(Records from a data collection)
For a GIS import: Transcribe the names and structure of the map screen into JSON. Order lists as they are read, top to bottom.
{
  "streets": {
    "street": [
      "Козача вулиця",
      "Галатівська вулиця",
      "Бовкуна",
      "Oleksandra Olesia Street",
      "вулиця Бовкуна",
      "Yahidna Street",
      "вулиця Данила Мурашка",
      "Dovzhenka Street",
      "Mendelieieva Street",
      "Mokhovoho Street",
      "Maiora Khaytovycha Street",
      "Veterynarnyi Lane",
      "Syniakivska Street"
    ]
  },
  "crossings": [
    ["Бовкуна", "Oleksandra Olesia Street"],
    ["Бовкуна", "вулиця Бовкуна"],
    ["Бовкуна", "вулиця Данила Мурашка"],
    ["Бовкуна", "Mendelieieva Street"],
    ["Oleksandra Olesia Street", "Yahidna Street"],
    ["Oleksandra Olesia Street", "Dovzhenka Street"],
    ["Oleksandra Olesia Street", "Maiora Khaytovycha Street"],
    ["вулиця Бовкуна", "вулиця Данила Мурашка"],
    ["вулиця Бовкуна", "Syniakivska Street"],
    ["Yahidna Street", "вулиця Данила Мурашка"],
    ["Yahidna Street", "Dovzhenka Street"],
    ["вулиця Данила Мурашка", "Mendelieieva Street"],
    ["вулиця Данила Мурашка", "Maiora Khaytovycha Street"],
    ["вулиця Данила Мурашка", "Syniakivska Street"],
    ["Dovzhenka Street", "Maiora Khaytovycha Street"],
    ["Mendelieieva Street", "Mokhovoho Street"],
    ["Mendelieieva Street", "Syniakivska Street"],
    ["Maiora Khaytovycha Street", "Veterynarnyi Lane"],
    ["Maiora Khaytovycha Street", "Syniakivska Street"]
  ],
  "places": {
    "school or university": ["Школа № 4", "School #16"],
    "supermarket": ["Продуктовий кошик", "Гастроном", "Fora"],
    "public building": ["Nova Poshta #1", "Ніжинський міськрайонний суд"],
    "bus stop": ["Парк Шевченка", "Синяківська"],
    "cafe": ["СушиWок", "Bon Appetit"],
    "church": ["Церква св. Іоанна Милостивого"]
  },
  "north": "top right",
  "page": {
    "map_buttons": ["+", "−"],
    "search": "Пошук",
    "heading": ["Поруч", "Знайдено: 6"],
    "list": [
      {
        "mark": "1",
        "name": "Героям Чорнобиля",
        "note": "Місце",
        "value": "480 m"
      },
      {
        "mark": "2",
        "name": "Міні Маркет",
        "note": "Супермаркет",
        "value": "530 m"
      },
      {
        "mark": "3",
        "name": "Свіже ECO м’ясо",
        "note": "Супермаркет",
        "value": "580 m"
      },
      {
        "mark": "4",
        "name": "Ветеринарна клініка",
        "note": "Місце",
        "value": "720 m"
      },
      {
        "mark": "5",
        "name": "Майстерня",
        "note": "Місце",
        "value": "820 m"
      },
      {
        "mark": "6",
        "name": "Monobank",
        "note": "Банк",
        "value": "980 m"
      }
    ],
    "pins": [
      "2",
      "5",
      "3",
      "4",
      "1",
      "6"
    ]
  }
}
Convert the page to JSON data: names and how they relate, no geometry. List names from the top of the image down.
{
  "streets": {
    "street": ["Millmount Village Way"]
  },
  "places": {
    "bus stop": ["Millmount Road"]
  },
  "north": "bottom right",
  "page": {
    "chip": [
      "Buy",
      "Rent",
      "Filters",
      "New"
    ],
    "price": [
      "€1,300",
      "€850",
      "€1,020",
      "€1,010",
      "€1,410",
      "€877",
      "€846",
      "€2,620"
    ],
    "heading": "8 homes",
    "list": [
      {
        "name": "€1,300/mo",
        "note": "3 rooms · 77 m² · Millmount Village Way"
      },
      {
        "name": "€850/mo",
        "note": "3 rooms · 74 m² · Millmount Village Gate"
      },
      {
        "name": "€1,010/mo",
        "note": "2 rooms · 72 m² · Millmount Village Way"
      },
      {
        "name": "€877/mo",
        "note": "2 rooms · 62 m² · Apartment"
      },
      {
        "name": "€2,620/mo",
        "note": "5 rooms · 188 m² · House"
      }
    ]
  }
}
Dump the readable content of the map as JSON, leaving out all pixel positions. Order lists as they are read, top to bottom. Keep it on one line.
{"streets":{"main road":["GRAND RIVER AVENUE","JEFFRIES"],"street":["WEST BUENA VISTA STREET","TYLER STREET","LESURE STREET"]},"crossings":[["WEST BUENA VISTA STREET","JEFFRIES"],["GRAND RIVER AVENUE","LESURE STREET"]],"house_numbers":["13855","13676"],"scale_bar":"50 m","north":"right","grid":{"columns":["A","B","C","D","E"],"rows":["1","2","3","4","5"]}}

* [Goal of the exercise]: Scan the entries above for the word "rooms", then copy every line in which it occurs.

* [Solution for this exercise]:
        "note": "3 rooms · 77 m² · Millmount Village Way"
        "note": "3 rooms · 74 m² · Millmount Village Gate"
        "note": "2 rooms · 72 m² · Millmount Village Way"
        "note": "2 rooms · 62 m² · Apartment"
        "note": "5 rooms · 188 m² · House"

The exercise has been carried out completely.